Réveil dans l’humidité. La tente est trempée et le sac de couchage bien humide aussi. Heureusement, le sol est quant à lui resté sec.

Bivouac au bord de la Gordolasque

Après un petit déjeuner revigorant, me voici parti à l’assaut du Pas de l’Arpette, qui va me permettre de rentrer dans la Vallée des Merveilles. La première partie est assez raide, avec un sentier forestier composé de grosses marches en pierres. Ce sentier remonte le long d’un aqueduc alimentant une petite centrale plus bas au hameau.

Le sentier remonte l’aqueduc

En chemin, je croise plusieurs groupes de bouquetins (je ne me souvenais pas en avoir vu autant cumulés !). Passés les 2000m, les névés sont de retour, de plus en plus gros. J’utilise mon équipement pour la première fois de cette randonnée.

Apparition de la neige dans l’ascension du Pas de l’Arpette

Les raquettes tout d’abord, mais pas longtemps, car le sentier est vite trop abrupte. Je passe donc aux micro-spikes, qui vont faire mon bonheur ces deux jours. (J’aurais du partir sur le PCT avec ceux-là plutôt que les gros crampons surdimensionnés).
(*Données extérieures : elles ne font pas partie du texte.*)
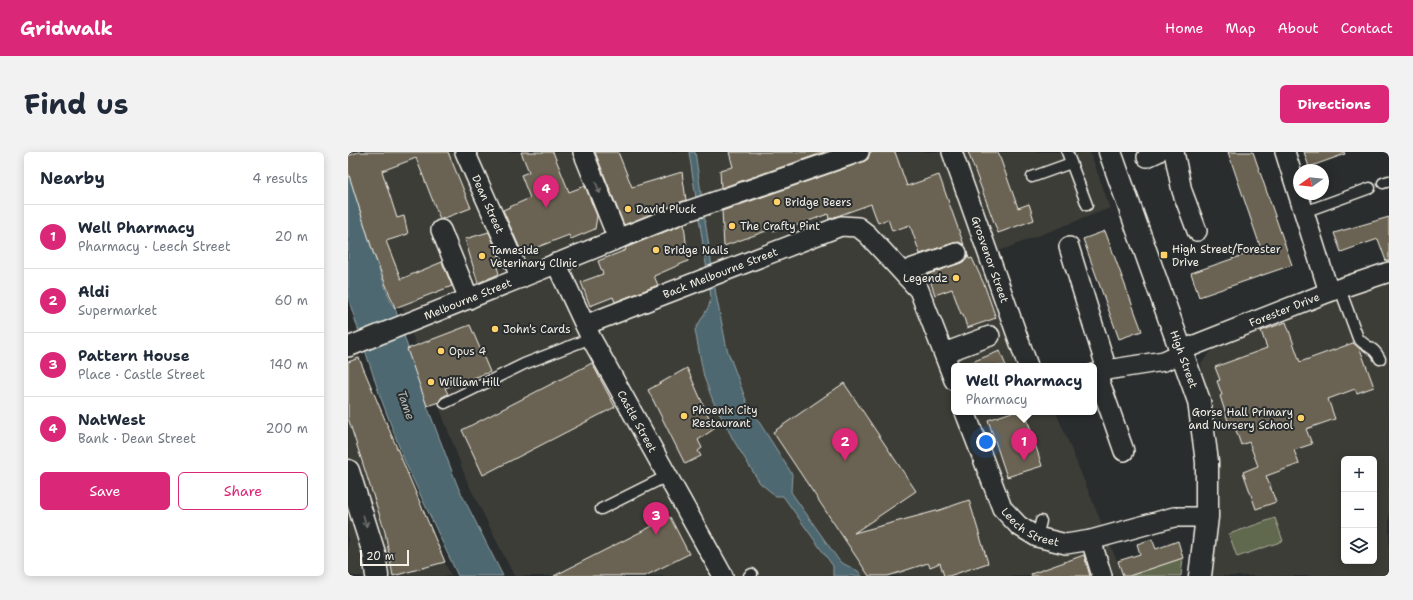 <!DOCTYPE html>
<meta charset="utf-8">
<style>
body{margin:0;font-family:"Shantell Sans",sans-serif;background:#f2f2f3;color:#1f2937}
.controls{position:absolute;right:12px;bottom:12px;display:grid;overflow:hidden;border-radius:6px;box-shadow:0 2px 10px #0003}
.controls button{width:36px;height:36px;display:grid;place-items:center;padding:0;border:0;border-bottom:1px solid #e0e1e3;background:#fff;color:#1f2937;font:20px sans-serif}
.compass{position:absolute;left:945px;top:12px;width:36px;height:36px;border-radius:50%;background:#fff;box-shadow:0 2px 10px #0003;rotate:255deg}
.scale{position:absolute;left:12px;bottom:10px;width:49px;box-sizing:border-box;padding-left:4px;border:2px solid #f4f1e8;border-top:0;font-size:11px;line-height:14px;white-space:nowrap;color:#f4f1e8;-webkit-text-stroke:3px #2a2d2e;paint-order:stroke}
.you{position:absolute;left:638px;top:290px;width:14px;height:14px;margin:-10px;border:3px solid #fff;border-radius:50%;background:#1a73e8;box-shadow:0 0 0 6px #1a73e833}
.badge{display:grid;place-items:center;width:26px;height:26px;border-radius:50%;background:#db2777;color:#fff;font-size:13px;font-weight:700}
.pin{position:absolute;translate:-50% -33px;filter:drop-shadow(0 1px 2px #0008)}
.pin::after{content:'';position:absolute;top:21px;width:14px;height:12px;background:inherit;clip-path:polygon(0 0,100% 0,50% 100%)}
.popup{position:absolute;left:603px;top:211px;width:146px;height:52px;box-sizing:border-box;display:grid;place-content:center;border-radius:6px;background:#fff;filter:drop-shadow(0 1px 3px #0005);font-size:13px;white-space:nowrap;color:#747a83}
.popup b{font-size:15px;color:#1f2937}
.popup::after{content:'';position:absolute;left:50%;top:100%;margin-left:-8px;border:8px solid transparent;border-top-color:#fff}
.list{margin:0;padding:0;list-style:none}
h2{display:flex;justify-content:space-between;align-items:center;height:52px;margin:0;padding:0 16px;font-size:17px}
h2 small{font-size:13px;font-weight:400;color:#747a83}
.list li{display:grid;grid-template-columns:26px 1fr auto;gap:12px;align-items:center;box-sizing:border-box;height:64px;padding:0 16px;border-top:1px solid #e0e1e3}
.list b{display:block;font-size:15px;white-space:nowrap}
.list p{margin:0;font-size:13px;white-space:nowrap;color:#747a83}
.list em{font-size:13px;font-style:normal;color:#747a83}
.actions{display:flex;gap:8px;padding:12px 16px}
.actions a{flex:1;padding:9px 0;border:1px solid #db2777;border-radius:6px;text-align:center;font-size:14px;color:#db2777}
.actions .main{background:#db2777;color:#fff}
.icon{flex:none;width:22px;height:22px;fill:none;stroke:currentColor;stroke-width:2;stroke-linecap:round;stroke-linejoin:round}
.map{position:relative;flex:none;width:1041px;height:424px;overflow:hidden;border-radius:6px}
header{display:flex;align-items:center;gap:24px;box-sizing:border-box;height:56px;padding:0 20px;background:#db2777;color:#fff}
header strong{font-size:19px}
nav{display:flex;gap:22px;margin-inline-start:auto;font-size:14px}
.intro{display:flex;align-items:center;justify-content:space-between;box-sizing:border-box;height:96px;padding:0 24px}
h1{margin:0;font-size:28px}
.button{padding:10px 18px;border-radius:6px;background:#db2777;color:#fff;font-size:14px;font-weight:700}
main{display:flex;gap:24px;padding:0 24px}
aside{flex:1;background:#fff;border-radius:6px;box-shadow:0 2px 10px #0003}
.map>svg:first-child{display:block}
.built{fill:#3d3d39;fill-rule:evenodd}
.green{fill:#60674e;stroke:#aaac9b}
.water{fill:#4d6871;stroke:#909fa1}
.building{fill:#6a6352;stroke:#f4f1e8}
.lines{fill:none;stroke-linecap:round;stroke-linejoin:round}
.lane-casing{stroke:#f4f1e8;stroke-width:13}
.street-casing{stroke:#f4f1e8;stroke-width:22}
.secondary-casing{stroke:#f4f1e8;stroke-width:25}
.lane{stroke:#2a2d2e;stroke-width:10}
.street{stroke:#2a2d2e;stroke-width:19}
.secondary{stroke:#2a2d2e;stroke-width:22}
.oneway{stroke:#71726f}
.poi-dot{fill:#ffd166;stroke:#2a2d2e;stroke-width:1.5}
.labels{text-anchor:middle;dominant-baseline:central;stroke-width:4;stroke-linejoin:round;paint-order:stroke}
.poi-label{font-size:11px;fill:#f4f1e8;stroke:#2a2d2e;text-anchor:start}
.street-label{font-size:11px;fill:#f4f1e8;stroke:#2a2d2e}
.water-label{font-size:12px;font-style:italic;fill:#b1bab8;stroke:#2a2d2e}
</style>
<header>
<strong>Gridwalk</strong>
<nav><a>Home</a><a>Map</a><a>About</a><a>Contact</a></nav>
</header>
<div class="intro"><h1>Find us</h1><a class="button">Directions</a></div>
<main>
<aside>
<h2>Nearby<small>4 results</small></h2>
<ul class="list">
<li><span class="badge">1</span><div><b>Well Pharmacy</b><p>Pharmacy · Leech Street</p></div><em>20 m</em></li>
<li><span class="badge">2</span><div><b>Aldi</b><p>Supermarket</p></div><em>60 m</em></li>
<li><span class="badge">3</span><div><b>Pattern House</b><p>Place · Castle Street</p></div><em>140 m</em></li>
<li><span class="badge">4</span><div><b>NatWest</b><p>Bank · Dean Street</p></div><em>200 m</em></li>
</ul>
<div class="actions"><a class="main">Save</a><a>Share</a></div>
</aside>
<div class="map">
<svg width="1041" height="424" viewBox="0 0 1041 424">
<rect width="100%" height="100%" fill="#2a2d2e"/>
<filter id="ink" filterUnits="userSpaceOnUse"><feTurbulence type="fractalNoise" baseFrequency=".025" numOctaves="2"/><feDisplacementMap in="SourceGraphic" scale="8" xChannelSelector="R" yChannelSelector="G"/><feConvolveMatrix kernelMatrix="1 2 1 2 8 2 1 2 1" color-interpolation-filters="sRGB"/></filter>
<g filter="url(#ink)">
<g class="built">
<path d="M 0,0 L 742,0 L 762,56 L 651,99 L 690,214 L 606,214 L 606,260 L 708,260 L 775,424 L 166,424 L 119,329 L 22,70 L 7,16 Z"/>
<path d="M 1041,127 L 1041,424 L 863,424 L 872,348 L 869,279 L 861,253 L 853,211 L 871,191 ZM 996,307 L 1026,307 L 1026,409 L 996,409 Z"/>
<path d="M 0,174 L 57,326 L 103,424 L 0,424 Z"/>
</g>
<g class="green">
<path d="M 927,366 L 935,389 L 889,405 L 881,382 Z"/>
<path d="M 835,406 L 833,424 L 781,424 Z"/>
</g>
<g class="water">
<path d="M 341,0 L 347,0 L 368,143 L 379,197 L 399,251 L 444,322 L 443,340 L 492,410 L 510,419 L 514,424 L 485,424 L 485,414 L 435,344 L 428,344 L 412,331 L 386,289 L 365,249 L 356,225 L 347,178 L 361,154 L 363,145 Z"/>
<path d="M 0,20 L 25,100 L 43,151 L 47,156 L 79,254 L 110,335 L 155,424 L 110,424 L 57,310 L 32,244 L 0,146 Z"/>
</g>
<g class="building">
<path d="M 10,0 L 100,0 L 123,56 L 94,67 L 92,67 L 68,6 L 34,19 L 49,66 L 56,64 L 60,82 L 38,89 L 53,127 L 94,110 L 104,134 L 47,156 L 25,100 L 0,20 L 0,4 Z"/>
<path d="M 173,0 L 205,0 L 221,40 L 237,34 L 249,64 L 247,77 L 223,87 L 221,83 L 174,101 L 155,58 L 182,46 L 173,23 L 181,20 Z"/>
<path d="M 247,0 L 270,0 L 284,35 L 334,20 L 338,48 L 276,73 Z"/>
<path d="M 381,0 L 477,0 L 373,36 L 372,18 L 385,15 Z"/>
<path d="M 522,0 L 547,0 L 559,34 L 591,23 L 616,93 L 611,90 L 605,91 L 572,102 L 562,73 L 544,79 L 540,67 L 530,71 L 523,52 L 481,67 L 480,62 L 444,75 L 443,73 L 425,79 L 424,77 L 376,94 L 374,59 L 515,10 L 520,7 Z"/>
<path d="M 620,0 L 650,0 L 670,56 L 681,52 L 686,68 L 650,81 Z"/>
<path d="M 880,0 L 905,0 L 944,113 L 851,145 L 843,121 L 913,97 Z"/>
<path d="M 956,0 L 996,0 L 997,2 L 961,15 Z"/>
<path d="M 1041,65 L 1041,109 L 1038,109 L 1030,87 L 993,100 L 986,81 Z"/>
<path d="M 336,72 L 340,109 L 306,124 L 310,133 L 267,150 L 265,145 L 242,154 L 233,130 L 255,122 L 250,109 L 278,98 L 277,96 Z"/>
<path d="M 757,79 L 794,179 L 771,187 L 735,87 Z"/>
<path d="M 141,80 L 153,109 L 148,111 L 151,122 L 130,131 L 117,87 Z"/>
<path d="M 620,103 L 621,107 L 624,106 L 636,132 L 648,166 L 619,176 L 615,162 L 613,162 L 604,137 L 587,143 L 580,122 L 613,111 L 618,108 Z"/>
<path d="M 938,170 L 952,210 L 1005,191 L 1012,197 L 1026,235 L 1009,241 L 1007,237 L 980,247 L 987,267 L 958,277 L 964,292 L 946,298 L 951,312 L 918,324 L 928,350 L 908,357 L 895,320 L 910,314 L 901,290 L 893,293 L 885,270 L 881,272 L 872,244 L 874,243 L 869,229 L 872,228 L 867,215 L 919,196 L 913,179 Z"/>
<path d="M 122,173 L 142,220 L 97,236 L 100,242 L 94,245 L 91,250 L 79,254 L 59,197 Z"/>
<path d="M 652,199 L 658,214 L 616,214 L 616,213 Z"/>
<path d="M 11,206 L 97,410 L 45,424 L 37,380 L 0,266 L 0,210 Z"/>
<path d="M 244,211 L 267,255 L 135,323 L 114,278 Z"/>
<path d="M 339,216 L 366,277 L 350,288 L 354,296 L 350,299 L 353,304 L 337,312 L 300,238 Z"/>
<path d="M 496,231 L 568,339 L 506,381 L 592,358 L 621,348 L 640,411 L 601,424 L 596,424 L 592,411 L 582,415 L 580,411 L 540,424 L 521,424 L 425,280 Z"/>
<path d="M 664,260 L 677,260 L 694,314 L 659,325 L 640,268 Z"/>
<path d="M 322,365 L 341,402 L 297,424 L 206,424 Z"/>
<path d="M 804,387 L 808,397 L 830,389 L 835,406 L 781,424 L 775,424 L 770,409 L 792,402 L 789,392 Z"/>
<path d="M 736,403 L 742,424 L 684,424 L 683,422 Z"/>
</g>
<g class="lines">
<g class="lane-casing">
<g id="lane">
<path d="M 719,0 L 739,53"/>
<path d="M 684,25 L 723,11"/>
<path d="M 1035,31 L 1041,29"/>
<path d="M 956,60 L 1022,36"/>
<path d="M 992,137 L 1010,186 C 1019,197 1025,193 1032,207"/>
<path d="M 97,251 L 176,212 L 243,186"/>
<path d="M 253,357 L 319,324"/>
<path d="M 689,385 L 693,369"/>
<path d="M 401,424 L 404,422"/>
</g>
</g>
<g class="street-casing">
<g id="street">
<path id="s1" d="M 117,0 L 173,126"/>
<path d="M 235,0 L 270,87"/>
<path id="s2" d="M 604,0 L 680,214"/>
<path d="M 826,0 L 834,39 L 849,79"/>
<path d="M 937,0 L 981,140"/>
<path d="M 799,5 L 810,0"/>
<path d="M 93,78 L 121,147"/>
<path d="M 721,95 L 759,218"/>
<path id="s3" d="M 208,111 L 243,186 L 375,424"/>
<path d="M 558,124 L 565,116 L 609,101"/>
<path id="s4" d="M 237,173 L 493,74 L 510,75 L 519,82 L 571,138 L 606,228"/>
<path id="s5" d="M 0,195 L 337,60 L 511,0"/>
<path id="s6" d="M 834,198 L 981,140 L 1041,120"/>
<path d="M 596,201 L 642,184"/>
<path d="M 746,222 L 759,218 L 816,209 L 834,201"/>
<path d="M 749,222 L 776,299"/>
<path id="s7" d="M 617,260 L 654,356 L 671,374 L 689,385 L 718,392 L 743,388 L 826,365 L 859,365"/>
<path d="M 743,388 L 754,424"/>
</g>
</g>
<g class="secondary-casing">
<g id="secondary">
<path id="s8" d="M 762,0 L 851,249 L 859,310 L 859,365 L 852,424"/>
<path d="M 0,319 L 26,401 L 29,424"/>
</g>
</g>
<use href="#lane" class="lane"/>
<use href="#street" class="street"/>
<use href="#secondary" class="secondary"/>
</g>
<defs><path id="oneway-shaft" d="M-6 0H5M1.5-3L5.5 0L1.5 3" fill="none" stroke-width="1.6" stroke-linecap="round" stroke-linejoin="round"/></defs>
<g class="oneway">
<use href="#oneway-shaft" transform="translate(250 36) rotate(68)"/>
<use href="#oneway-shaft" transform="translate(17 369) rotate(74)"/>
</g>
</g>
<g class="poi-dot">
<circle cx="429" cy="50" r="4"/>
<circle cx="280" cy="57" r="4"/>
<circle cx="384" cy="74" r="4"/>
<circle cx="308" cy="98" r="4"/>
<rect x="812" y="99" width="8" height="8" rx="2"/>
<circle cx="134" cy="104" r="4"/>
<circle cx="608" cy="126" r="4"/>
<circle cx="147" cy="177" r="4"/>
<circle cx="93" cy="199" r="4"/>
<circle cx="83" cy="230" r="4"/>
<circle cx="336" cy="264" r="4"/>
<circle cx="953" cy="266" r="4"/>
</g>
<g class="labels">
<g class="poi-label">
<text x="437" y="50">Bridge Beers</text>
<text x="288" y="57">David Pluck</text>
<text x="392" y="74">The Crafty Pint</text>
<text x="824" y="97">High Street/Forester<tspan x="824" dy="13">Drive</tspan></text>
<text x="142" y="98">Tameside<tspan x="142" dy="13">Veterinary Clinic</tspan></text>
<text x="316" y="98">Bridge Nails</text>
<text x="600" y="126" text-anchor="end">Legendz</text>
<text x="155" y="177">John's Cards</text>
<text x="101" y="199">Opus 4</text>
<text x="91" y="230">William Hill</text>
<text x="344" y="258">Phoenix City<tspan x="344" dy="13">Restaurant</tspan></text>
<text x="945" y="260" text-anchor="end">Gorse Hall Primary<tspan x="945" dy="13">and Nursery School</tspan></text>
</g>
<g class="street-label">
<text stroke="none"><textPath href="#s1" startOffset="57">Dean Street</textPath></text>
<text stroke="none"><textPath href="#s2" startOffset="114">Grosvenor Street</textPath></text>
<text stroke="none"><textPath href="#s4" startOffset="145">Back Melbourne Street</textPath></text>
<text stroke="none"><textPath href="#s5" startOffset="129">Melbourne Street</textPath></text>
<text stroke="none"><textPath href="#s6" startOffset="110">Forester Drive</textPath></text>
<text stroke="none"><textPath href="#s8" startOffset="220">High Street</textPath></text>
<text stroke="none"><textPath href="#s3" startOffset="178">Castle Street</textPath></text>
<text stroke="none"><textPath href="#s7" startOffset="138">Leech Street</textPath></text>
</g>
<g class="water-label">
<text transform="translate(58 253) rotate(71)">Tame</text>
</g>
</g>
</svg>
<div class="controls">
<button>+</button>
<button>−</button>
<button><svg class="icon" aria-label="layers" viewBox="0 0 24 24"><path d="M12 4l9 5-9 5-9-5zM3 14l9 5 9-5"/></svg></button>
</div>
<svg class="compass" viewBox="-18 -18 36 36"><path d="M0-13l5 13h-10z" fill="#e53935"/><path d="M0 13l5-13h-10z" fill="#747a83"/></svg>
<div class="scale">20 m</div>
<div class="you"></div>
<div class="pin badge" style="left:676px;top:309px">1</div>
<div class="popup"><b>Well Pharmacy</b>Pharmacy</div>
<div class="pin badge" style="left:497px;top:309px">2</div>
<div class="pin badge" style="left:308px;top:383px">3</div>
<div class="pin badge" style="left:198px;top:56px">4</div>
</div>
</main>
Approche du Pas de l’Arpette

Après cette session de neige, encore assez dure et praticable, j’arrive sur le Pas de l’Arpette, très blanc.

Passage du Pas de l’Arpette

Je redescends dans la vallée et fais une halte pour ma pause déjeuner à l’intersection du GR52, qui vient du refuge des merveilles. Je profite de ce moment ensoleillé pour faire sécher tente et sac de couchage.

Descente vers la Vallée des Merveilles

A nouveau en marche, je remonte la Vallée des Merveilles, et je parviens à trouver quelques roches gravées (depuis le sentier !). La neige refait son apparition à l’approche de la Baisse de la Valmasque, et vu l’heure, l’équipement est inutile, c’est de la soupe. La progression est donc laborieuse et lente. De plus en plus dans la neige, je parviens à la Baisse, que je n’avais jamais vu sous ces teintes les deux fois où je l’avais franchie lors de randonnées précédentes.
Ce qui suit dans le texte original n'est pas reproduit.